━━━ PROVIDED RECORDS ━━━
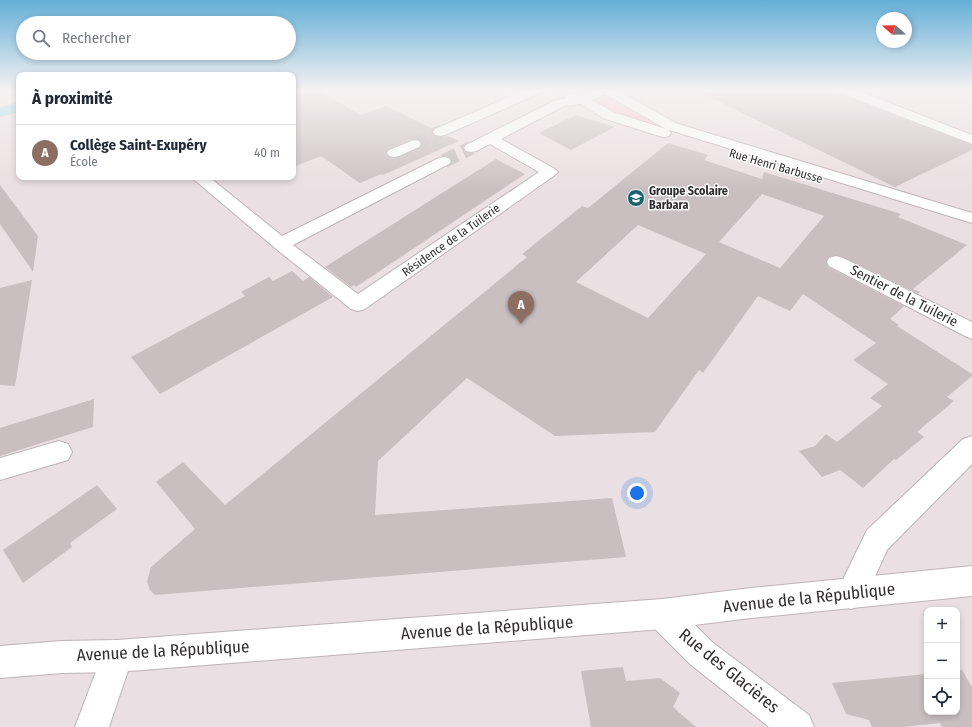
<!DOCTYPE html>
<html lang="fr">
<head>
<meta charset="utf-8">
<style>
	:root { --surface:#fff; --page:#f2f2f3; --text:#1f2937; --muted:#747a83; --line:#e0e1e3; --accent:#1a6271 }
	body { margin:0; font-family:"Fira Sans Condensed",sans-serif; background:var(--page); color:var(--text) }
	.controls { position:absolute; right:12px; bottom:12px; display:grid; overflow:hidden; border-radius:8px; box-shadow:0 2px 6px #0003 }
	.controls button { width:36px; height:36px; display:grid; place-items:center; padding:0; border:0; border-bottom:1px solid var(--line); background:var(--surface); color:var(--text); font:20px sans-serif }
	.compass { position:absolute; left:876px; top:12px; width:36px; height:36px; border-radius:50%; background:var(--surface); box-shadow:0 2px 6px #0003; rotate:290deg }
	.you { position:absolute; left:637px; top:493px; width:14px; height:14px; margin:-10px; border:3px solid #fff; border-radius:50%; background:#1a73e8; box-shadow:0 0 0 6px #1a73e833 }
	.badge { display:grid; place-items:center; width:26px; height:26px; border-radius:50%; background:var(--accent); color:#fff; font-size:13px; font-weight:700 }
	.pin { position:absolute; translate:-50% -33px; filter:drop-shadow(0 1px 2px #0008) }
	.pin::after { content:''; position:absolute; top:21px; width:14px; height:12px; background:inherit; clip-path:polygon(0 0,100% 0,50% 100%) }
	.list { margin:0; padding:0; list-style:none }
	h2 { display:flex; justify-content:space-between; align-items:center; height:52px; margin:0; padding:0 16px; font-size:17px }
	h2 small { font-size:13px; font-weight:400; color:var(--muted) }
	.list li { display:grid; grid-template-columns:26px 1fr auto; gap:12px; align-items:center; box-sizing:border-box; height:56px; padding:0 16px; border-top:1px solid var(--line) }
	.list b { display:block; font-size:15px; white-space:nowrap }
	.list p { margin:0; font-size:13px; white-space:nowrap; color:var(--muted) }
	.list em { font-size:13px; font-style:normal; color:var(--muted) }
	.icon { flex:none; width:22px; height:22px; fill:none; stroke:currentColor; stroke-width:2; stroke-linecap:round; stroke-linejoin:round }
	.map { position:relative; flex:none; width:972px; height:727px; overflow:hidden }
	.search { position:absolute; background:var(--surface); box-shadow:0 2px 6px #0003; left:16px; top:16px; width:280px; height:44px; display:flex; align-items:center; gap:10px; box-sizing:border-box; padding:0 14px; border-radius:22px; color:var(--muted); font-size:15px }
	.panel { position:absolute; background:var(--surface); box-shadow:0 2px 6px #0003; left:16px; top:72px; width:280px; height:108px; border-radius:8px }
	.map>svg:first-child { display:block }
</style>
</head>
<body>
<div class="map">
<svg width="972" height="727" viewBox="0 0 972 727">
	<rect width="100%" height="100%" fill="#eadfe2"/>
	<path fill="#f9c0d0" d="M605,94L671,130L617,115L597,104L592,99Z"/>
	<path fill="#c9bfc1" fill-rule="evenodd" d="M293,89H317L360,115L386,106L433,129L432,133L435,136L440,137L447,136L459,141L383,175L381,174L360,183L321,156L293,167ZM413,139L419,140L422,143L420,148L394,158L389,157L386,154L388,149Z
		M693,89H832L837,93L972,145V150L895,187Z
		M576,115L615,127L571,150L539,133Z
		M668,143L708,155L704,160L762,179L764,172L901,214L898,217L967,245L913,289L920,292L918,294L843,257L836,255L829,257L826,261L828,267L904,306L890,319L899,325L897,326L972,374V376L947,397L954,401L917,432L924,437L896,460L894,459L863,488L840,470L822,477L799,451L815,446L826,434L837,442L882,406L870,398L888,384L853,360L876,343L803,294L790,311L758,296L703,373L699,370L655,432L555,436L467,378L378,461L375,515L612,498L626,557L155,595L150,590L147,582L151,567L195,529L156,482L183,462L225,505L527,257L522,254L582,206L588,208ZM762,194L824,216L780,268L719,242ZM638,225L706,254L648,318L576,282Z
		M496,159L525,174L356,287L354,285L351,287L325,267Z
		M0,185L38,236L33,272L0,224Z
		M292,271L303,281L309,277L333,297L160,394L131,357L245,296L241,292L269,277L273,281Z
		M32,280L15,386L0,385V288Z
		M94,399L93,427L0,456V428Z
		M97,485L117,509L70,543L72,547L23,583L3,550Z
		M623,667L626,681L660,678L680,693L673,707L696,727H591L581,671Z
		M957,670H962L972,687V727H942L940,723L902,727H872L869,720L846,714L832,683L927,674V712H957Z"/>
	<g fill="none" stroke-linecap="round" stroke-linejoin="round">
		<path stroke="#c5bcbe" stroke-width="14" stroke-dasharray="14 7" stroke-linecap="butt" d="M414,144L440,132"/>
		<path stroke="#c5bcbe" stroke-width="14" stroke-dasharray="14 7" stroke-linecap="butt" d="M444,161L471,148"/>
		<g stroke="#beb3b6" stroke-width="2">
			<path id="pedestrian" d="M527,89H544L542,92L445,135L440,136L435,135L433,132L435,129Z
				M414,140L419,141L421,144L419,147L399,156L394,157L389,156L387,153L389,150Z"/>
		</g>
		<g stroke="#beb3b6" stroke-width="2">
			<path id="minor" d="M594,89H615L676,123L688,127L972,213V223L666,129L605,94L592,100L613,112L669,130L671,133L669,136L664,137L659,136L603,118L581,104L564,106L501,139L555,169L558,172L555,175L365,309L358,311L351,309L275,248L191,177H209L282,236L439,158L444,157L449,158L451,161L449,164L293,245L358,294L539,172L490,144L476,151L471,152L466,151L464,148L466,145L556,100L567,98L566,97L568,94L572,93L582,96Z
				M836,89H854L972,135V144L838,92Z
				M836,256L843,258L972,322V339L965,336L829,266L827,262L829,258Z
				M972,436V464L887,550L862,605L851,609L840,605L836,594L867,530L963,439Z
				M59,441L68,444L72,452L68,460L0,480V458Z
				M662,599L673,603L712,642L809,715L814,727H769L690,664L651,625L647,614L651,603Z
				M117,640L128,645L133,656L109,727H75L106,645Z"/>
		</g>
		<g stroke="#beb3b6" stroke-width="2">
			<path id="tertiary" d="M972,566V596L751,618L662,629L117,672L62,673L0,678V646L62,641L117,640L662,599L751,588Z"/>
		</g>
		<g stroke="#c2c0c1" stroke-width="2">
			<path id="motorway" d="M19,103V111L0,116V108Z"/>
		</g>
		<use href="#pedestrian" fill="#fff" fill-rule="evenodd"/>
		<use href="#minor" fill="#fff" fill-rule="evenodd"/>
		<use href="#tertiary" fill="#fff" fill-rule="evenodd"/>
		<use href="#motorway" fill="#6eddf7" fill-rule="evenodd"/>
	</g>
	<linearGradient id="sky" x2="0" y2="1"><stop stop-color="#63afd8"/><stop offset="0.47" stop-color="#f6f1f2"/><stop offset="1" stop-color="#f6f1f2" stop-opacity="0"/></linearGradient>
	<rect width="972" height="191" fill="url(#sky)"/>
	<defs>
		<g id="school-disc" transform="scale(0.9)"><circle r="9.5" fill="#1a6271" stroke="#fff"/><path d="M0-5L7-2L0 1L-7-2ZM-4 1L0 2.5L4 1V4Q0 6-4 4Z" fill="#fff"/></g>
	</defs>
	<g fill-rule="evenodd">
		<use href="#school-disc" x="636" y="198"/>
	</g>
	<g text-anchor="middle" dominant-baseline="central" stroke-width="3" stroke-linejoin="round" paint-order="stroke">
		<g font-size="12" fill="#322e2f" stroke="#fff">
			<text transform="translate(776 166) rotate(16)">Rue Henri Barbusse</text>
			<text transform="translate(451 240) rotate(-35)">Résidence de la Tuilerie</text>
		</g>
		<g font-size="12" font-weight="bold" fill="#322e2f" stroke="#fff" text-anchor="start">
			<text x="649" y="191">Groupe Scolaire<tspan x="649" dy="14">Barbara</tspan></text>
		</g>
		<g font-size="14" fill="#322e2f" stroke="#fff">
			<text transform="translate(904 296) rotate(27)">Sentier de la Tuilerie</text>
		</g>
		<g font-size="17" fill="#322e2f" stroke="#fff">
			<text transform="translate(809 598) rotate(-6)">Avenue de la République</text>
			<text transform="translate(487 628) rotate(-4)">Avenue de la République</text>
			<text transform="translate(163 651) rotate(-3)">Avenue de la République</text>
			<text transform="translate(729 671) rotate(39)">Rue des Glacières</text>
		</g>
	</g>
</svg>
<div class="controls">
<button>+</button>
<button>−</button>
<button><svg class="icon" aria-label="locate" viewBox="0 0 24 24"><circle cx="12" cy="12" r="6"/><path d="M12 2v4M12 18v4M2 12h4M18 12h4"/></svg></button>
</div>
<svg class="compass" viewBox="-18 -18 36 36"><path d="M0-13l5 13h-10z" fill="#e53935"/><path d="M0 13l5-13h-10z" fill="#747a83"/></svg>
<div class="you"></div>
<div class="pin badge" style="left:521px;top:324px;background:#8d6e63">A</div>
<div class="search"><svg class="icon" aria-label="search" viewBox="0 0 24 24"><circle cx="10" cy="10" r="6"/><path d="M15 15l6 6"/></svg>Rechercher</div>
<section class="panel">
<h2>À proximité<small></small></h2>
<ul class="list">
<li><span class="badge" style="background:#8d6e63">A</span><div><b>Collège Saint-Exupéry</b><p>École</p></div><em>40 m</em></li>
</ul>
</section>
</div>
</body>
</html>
━━━
TASK INSTRUCTIONS:
Find each line in the records that contains the string "white", then say how many there are and nothing else.

TASK SOLUTION:
2